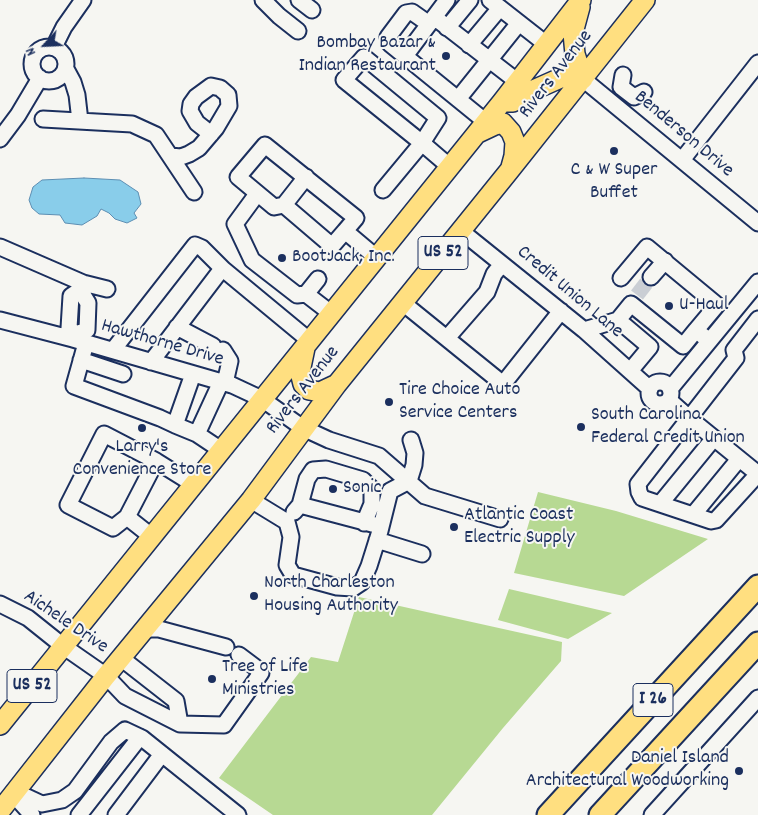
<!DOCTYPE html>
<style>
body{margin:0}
#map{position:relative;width:758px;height:815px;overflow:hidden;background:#f6f6f2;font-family:Dekko,sans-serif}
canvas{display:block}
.north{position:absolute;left:20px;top:20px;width:50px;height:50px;-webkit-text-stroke:4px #f6f6f2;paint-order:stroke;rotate:245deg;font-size:14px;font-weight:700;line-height:20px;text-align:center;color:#1b2f5e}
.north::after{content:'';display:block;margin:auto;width:18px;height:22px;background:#1b2f5e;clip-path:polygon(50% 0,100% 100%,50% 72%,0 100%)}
</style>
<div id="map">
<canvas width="758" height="815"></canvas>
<div class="north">N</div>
</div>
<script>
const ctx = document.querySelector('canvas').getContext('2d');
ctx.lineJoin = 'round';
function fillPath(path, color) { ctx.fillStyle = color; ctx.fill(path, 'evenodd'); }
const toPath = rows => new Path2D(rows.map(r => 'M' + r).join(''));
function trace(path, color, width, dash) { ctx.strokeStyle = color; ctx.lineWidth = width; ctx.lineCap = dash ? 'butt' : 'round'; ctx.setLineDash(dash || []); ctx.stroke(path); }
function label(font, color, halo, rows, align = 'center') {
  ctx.font = font + ' Dekko,sans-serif'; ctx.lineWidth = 4; ctx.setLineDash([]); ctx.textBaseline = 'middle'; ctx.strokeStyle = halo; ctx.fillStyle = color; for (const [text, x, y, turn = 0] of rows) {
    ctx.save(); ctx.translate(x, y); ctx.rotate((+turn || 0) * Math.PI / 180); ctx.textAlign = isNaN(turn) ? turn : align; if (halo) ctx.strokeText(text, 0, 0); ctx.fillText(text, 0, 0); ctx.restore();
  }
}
const green = toPath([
 [538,492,616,511,708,539,624,596,514,573],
 [509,589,612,613,568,639,498,620],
 [359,597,562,642,561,661,503,728,432,815,273,815,219,778,311,657,338,662]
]);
const water = toPath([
 [84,178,120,180,138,192,141,204,134,213,137,218,127,223,115,219,109,213,101,209,97,216,82,225,65,223,60,215,39,214,32,208,29,200,33,187,42,180,84,178]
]);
const minorTunnel = toPath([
 [637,295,651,277]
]);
const minor = toPath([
 [263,0,279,16,298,31],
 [299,0,312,10],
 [490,0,546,44],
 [434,17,518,82],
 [429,24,412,12,406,13,388,37,390,44,486,122],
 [447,28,470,0],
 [469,45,500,8],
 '32 64a17 17 0 1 1 34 0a17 17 0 1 1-34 0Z',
 [54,47,64,27,83,0],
 [405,56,447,0],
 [66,69,73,82,77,95,80,121],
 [623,75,621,87,634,97,644,92],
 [583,79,758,223],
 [458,99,519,23],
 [43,119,132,124,156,135,194,192],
 [0,139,18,115,40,78],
 [170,156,181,157,189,154,199,148,216,128,229,106,228,95,220,88,211,86,196,97,191,104,190,111,197,123,211,134],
 [682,160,758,63],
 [383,190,422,143,438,118,364,57,344,80,422,143,450,167],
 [257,194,235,224,252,260,297,295,306,294,318,279],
 [284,205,306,177],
 [345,231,332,246,284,205,274,207,238,177,265,145,356,218,345,231,377,258],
 [461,231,584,330,650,389],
 [0,247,83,283,107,289],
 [651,277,665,261],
 [621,278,647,247,717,305,696,330,709,341],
 [306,294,332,314],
 [403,303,503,384,561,311],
 [758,319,734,350,736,358,638,484,639,492,642,498,711,521,716,520,758,474],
 [0,320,73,339,232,385,262,399,303,428,329,440,379,456,425,496,500,519],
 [618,320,631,304,683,346,696,330],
 [177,327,213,346],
 [584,330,618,320,650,347,630,371],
 [75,334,69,328,71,296,80,290,83,283],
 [75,334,87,330,88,303,80,290],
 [447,338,487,292,494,274,502,264],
 [86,343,74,386,160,418,175,425],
 [113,350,195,245,202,248,223,269],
 [223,350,230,361,225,383],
 [81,360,123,374],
 [151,362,218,274,223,269,310,341],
 [193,374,175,425,197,434,221,450],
 '649 393a11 11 0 1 1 22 0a11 11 0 1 1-22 0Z',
 [670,389,758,282],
 [669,400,688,417,758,474],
 [197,434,221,382],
 [251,500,287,522,291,537,287,565,293,575,337,587,353,588,362,582,369,566,380,531,390,491,409,481,414,465,415,453,411,440],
 [660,504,714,438],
 [300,505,307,479,313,470,326,469,363,480,372,489,372,504,364,523],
 [294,512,300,505,372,524],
 [693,515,739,459],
 [127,517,113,528,68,505,104,434,156,461],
 [151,536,127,517,156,461,193,484],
 [377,540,422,554],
 [0,604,28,618,63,646,106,676,125,696,180,724,224,725,261,673,255,667,239,655],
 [145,629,159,629,226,647],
 [121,658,176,701,180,724],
 [13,794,27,797,42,804,62,800,75,791,111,742,125,730,142,738,238,815],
 [13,794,32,815],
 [79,815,140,737],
 [116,815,162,754],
 [652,815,758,698]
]);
const major = toPath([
 [580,7,573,33,575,54,583,79],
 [502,102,513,102,529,92,565,76,583,79],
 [478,133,495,125,503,123,511,132,515,142,514,156,511,167],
 [305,348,300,372,303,384,309,390,320,392,337,384],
 [0,725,502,102,581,0],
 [0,811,106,676,251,500,337,384,509,171,645,0]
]);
const highway = toPath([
 [548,815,758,586],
 [600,815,758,643]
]);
const markers = [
 [446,56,5,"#1b2f5e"],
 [614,151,5,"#1b2f5e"],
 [282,258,5,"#1b2f5e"],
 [669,306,5,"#1b2f5e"],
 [389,402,5,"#1b2f5e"],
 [581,427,5,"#1b2f5e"],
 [142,428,5,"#1b2f5e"],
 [333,489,5,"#1b2f5e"],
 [454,527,5,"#1b2f5e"],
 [254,596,5,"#1b2f5e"],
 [212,679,5,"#1b2f5e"],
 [739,771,5,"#1b2f5e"]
];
const shields = [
 [443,253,50],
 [32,686,50],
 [653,700,40]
];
const shieldNames = [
 ["US 52",443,253],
 ["US 52",32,686],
 ["I 26",653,700]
];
const poiNames = [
 ["Bombay Bazar &",436,44,"right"],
 ["Indian Restaurant",436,67,"right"],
 ["C & W Super",614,171,"center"],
 ["Buffet",614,194,"center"],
 ["BootJack, Inc.",292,258],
 ["U-Haul",679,306],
 ["Tire Choice Auto",399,391],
 ["Service Centers",399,414],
 ["South Carolina",591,416],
 ["Federal Credit Union",591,439],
 ["Larry's",142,448,"center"],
 ["Convenience Store",142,471,"center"],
 ["Sonic",343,489],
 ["Atlantic Coast",464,516],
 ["Electric Supply",464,539],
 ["North Charleston",264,584],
 ["Housing Authority",264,607],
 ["Tree of Life",222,668],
 ["Ministries",222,691],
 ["Daniel Island",729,759,"right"],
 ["Architectural Woodworking",729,782,"right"]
];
const streetNames = [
 ["Rivers Avenue",557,75,-52],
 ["Benderson Drive",683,135,40],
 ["Credit Union Lane",569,293,40],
 ["Hawthorne Drive",162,344,16],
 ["Rivers Avenue",304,391,-52],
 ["Aichele Drive",65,623,34]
];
fillPath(green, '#b7d993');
fillPath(water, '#89cdea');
trace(water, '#5d8eb2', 1);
trace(minorTunnel, '#caced4', 15, [15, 8]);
trace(minor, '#1b2f5e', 19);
trace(major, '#1b2f5e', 22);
trace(highway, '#1b2f5e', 25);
trace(minor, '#f6f6f2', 15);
trace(major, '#ffdf80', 19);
trace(highway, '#ffdf80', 21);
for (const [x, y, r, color] of markers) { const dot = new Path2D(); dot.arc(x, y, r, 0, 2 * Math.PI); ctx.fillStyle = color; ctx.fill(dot); trace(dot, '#f6f6f2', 2); }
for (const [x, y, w] of shields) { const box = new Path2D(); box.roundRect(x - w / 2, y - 16.5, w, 33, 4); ctx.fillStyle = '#f6f6f2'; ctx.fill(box); trace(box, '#1b2f5e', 1); }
label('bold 19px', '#1b2f5e', null, shieldNames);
label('20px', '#1b2f5e', '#f6f6f2', poiNames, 'left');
label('20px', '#1b2f5e', '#f6f6f2', streetNames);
</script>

□ □ □ □ □ □ □

Each line above that has the word "canvas" should be copied.

canvas{display:block}
<canvas width="758" height="815"></canvas>
const ctx = document.querySelector('canvas').getContext('2d');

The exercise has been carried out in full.